From an interview with Paul Hudert, a juggler who performs under the name Paolo Garbanzo at Renaissance faires and with the Flying Karamazov Brothers, by Rachel Lee Rubin, an American studies professor at the University of Massachusetts, Boston. Rubin conducted the interview as research for her book Well Met: Renaissance Faires and the American Counterculture, published this month by NYU Press.
rachel rubin: So when did you start doing the Renaissance faire?
paul hudert: I found out about Ren faires in my college years and went, “What? Are you kidding?” The interaction and just the live theater and the kind of anything can happen, whatever, you know? And the people at the faire are ready for that. They’re already prepared to see something crazy.

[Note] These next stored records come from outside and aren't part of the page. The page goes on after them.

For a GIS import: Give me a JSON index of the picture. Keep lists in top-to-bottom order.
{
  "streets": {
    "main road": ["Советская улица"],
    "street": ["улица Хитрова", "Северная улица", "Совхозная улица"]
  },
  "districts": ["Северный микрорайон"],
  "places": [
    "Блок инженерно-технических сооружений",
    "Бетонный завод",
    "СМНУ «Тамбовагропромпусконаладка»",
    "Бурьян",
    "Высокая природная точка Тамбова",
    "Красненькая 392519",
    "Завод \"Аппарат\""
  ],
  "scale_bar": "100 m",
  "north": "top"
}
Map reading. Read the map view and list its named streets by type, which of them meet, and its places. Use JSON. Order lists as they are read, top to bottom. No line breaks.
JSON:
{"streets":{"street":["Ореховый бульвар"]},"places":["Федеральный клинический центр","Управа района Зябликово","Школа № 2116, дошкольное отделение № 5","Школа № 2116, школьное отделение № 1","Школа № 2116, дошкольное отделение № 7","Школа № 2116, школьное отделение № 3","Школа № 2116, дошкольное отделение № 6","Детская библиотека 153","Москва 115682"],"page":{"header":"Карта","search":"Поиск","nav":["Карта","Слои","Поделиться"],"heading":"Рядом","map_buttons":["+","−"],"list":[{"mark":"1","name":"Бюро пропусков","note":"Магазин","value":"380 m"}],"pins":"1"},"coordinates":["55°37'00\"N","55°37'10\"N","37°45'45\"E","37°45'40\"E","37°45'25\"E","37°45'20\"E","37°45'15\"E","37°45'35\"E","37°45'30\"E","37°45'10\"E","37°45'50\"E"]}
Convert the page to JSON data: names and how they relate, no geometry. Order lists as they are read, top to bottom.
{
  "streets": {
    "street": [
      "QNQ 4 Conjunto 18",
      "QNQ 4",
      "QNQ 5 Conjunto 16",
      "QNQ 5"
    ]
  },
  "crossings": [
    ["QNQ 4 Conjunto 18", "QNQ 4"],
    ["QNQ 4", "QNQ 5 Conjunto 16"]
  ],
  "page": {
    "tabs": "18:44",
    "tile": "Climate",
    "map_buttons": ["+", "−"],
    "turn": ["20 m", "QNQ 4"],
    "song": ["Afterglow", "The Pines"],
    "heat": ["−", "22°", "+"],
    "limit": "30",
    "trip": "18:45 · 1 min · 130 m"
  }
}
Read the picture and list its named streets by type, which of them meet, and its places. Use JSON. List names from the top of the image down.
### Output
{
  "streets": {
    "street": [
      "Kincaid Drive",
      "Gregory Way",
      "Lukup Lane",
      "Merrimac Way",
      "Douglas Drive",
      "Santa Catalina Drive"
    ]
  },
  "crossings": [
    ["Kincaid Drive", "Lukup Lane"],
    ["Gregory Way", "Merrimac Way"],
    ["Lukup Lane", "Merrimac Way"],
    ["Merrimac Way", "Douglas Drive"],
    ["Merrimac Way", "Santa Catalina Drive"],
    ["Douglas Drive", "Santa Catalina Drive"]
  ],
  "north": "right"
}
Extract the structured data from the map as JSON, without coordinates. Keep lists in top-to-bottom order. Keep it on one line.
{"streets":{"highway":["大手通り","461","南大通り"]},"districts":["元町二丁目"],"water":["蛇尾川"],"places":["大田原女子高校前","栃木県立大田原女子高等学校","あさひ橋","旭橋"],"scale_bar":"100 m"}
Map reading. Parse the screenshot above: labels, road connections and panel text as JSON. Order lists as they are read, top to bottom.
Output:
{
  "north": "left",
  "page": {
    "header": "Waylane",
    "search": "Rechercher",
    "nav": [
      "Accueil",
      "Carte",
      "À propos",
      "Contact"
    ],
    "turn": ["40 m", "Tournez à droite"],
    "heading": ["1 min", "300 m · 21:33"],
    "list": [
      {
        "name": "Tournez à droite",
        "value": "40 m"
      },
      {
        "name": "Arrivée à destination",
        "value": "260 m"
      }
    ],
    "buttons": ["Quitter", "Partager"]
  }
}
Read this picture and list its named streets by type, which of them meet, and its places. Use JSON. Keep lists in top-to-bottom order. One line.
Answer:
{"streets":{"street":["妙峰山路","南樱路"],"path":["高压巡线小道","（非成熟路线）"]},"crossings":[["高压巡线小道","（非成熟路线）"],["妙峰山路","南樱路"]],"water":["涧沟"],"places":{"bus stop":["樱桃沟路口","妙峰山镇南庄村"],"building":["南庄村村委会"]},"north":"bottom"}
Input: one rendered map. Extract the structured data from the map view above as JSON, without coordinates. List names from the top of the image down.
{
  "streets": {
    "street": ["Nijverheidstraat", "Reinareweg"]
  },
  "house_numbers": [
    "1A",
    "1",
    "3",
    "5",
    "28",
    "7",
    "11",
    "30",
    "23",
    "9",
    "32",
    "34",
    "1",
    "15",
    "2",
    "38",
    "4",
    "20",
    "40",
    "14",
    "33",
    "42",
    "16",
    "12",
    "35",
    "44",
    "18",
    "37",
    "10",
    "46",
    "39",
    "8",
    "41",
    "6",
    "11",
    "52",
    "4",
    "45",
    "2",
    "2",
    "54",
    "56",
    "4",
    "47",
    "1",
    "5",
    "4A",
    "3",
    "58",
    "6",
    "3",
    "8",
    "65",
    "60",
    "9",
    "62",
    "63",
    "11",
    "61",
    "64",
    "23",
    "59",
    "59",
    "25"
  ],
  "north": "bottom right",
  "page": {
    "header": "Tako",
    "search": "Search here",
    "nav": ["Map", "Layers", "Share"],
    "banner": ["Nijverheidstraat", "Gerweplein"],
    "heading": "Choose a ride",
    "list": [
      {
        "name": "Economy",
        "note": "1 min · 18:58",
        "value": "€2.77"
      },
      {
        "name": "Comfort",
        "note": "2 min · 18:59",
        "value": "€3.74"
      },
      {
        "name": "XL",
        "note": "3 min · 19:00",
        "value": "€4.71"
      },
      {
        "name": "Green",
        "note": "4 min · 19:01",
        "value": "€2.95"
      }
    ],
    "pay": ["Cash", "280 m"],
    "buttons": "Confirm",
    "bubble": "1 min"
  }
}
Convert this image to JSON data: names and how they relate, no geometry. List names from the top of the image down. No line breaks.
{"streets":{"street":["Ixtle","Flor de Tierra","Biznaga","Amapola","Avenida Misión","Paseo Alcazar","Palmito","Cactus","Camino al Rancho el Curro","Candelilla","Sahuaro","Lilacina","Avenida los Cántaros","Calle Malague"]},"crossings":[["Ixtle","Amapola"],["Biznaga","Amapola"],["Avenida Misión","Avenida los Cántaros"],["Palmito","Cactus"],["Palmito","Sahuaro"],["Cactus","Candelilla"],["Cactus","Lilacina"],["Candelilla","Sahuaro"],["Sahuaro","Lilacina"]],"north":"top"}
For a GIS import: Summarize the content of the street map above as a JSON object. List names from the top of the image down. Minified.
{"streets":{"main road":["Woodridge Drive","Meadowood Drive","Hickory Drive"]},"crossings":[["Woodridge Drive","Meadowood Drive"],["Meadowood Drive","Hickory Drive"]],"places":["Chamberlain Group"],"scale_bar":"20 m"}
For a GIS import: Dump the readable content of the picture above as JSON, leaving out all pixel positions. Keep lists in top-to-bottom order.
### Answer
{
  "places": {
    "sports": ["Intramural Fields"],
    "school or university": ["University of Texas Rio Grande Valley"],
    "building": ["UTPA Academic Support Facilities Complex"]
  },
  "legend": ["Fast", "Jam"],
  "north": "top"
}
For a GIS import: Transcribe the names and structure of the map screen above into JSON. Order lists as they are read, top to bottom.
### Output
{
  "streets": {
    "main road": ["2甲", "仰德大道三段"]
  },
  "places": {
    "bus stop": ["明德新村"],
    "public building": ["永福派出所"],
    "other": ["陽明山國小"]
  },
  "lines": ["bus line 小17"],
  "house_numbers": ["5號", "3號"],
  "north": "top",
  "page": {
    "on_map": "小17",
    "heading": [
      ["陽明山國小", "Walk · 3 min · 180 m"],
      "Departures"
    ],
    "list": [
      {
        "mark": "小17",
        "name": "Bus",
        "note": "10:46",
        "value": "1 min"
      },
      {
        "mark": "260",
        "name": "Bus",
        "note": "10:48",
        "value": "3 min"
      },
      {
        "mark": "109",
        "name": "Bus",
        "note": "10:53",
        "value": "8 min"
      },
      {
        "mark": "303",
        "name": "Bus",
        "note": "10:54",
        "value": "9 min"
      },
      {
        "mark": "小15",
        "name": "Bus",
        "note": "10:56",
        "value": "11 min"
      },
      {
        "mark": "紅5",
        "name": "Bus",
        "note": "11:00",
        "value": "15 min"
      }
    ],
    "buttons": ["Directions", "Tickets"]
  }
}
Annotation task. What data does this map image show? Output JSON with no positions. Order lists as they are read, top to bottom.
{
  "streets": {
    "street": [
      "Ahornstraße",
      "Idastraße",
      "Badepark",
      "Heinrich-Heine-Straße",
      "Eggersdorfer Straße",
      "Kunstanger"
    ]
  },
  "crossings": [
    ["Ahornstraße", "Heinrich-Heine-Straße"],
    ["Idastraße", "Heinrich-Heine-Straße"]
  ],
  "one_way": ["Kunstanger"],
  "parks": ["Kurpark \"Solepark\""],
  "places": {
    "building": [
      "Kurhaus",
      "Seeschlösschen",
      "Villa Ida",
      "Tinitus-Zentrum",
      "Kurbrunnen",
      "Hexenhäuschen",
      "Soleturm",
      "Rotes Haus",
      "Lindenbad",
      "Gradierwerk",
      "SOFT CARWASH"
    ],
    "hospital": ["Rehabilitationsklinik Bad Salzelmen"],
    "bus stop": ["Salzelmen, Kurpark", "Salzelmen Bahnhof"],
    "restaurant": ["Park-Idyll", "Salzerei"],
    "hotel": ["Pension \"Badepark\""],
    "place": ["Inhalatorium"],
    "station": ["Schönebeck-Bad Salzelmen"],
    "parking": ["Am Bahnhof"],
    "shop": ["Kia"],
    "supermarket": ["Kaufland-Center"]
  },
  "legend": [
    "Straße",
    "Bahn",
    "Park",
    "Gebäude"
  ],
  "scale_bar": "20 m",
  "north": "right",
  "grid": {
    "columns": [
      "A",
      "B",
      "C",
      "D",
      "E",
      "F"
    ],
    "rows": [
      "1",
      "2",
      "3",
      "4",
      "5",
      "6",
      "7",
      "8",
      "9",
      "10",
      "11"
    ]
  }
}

rubin: Do you find that there’s been a shift away from more risqué and off-color?
hudert: Overall, the bawdiness level probably has gone down. But it’s more concentrated. There’s faires that do smokers—they all go in a tent, and they charge like ten or fifteen bucks and you get a couple of cigars and all the beer you can drink. And then the acts will come in and just tell the dirtiest, raunchiest jokes you could possibly know. For me, I like to have a show that everybody can see. I’m not about sexy. Every juggler does sexy. Like every juggler eats an apple. I’m not going to eat an apple, I’m going to eat an onion. I’ve literally had people who don’t understand how to interact with me because I’m not playing sexy. I mean literally girls who saw the show, and they were like, “Oh, I want to make out with him. But mentally he’s thirteen.”
rubin: And the people who come, the regular audiences, are there major subgroups that you notice?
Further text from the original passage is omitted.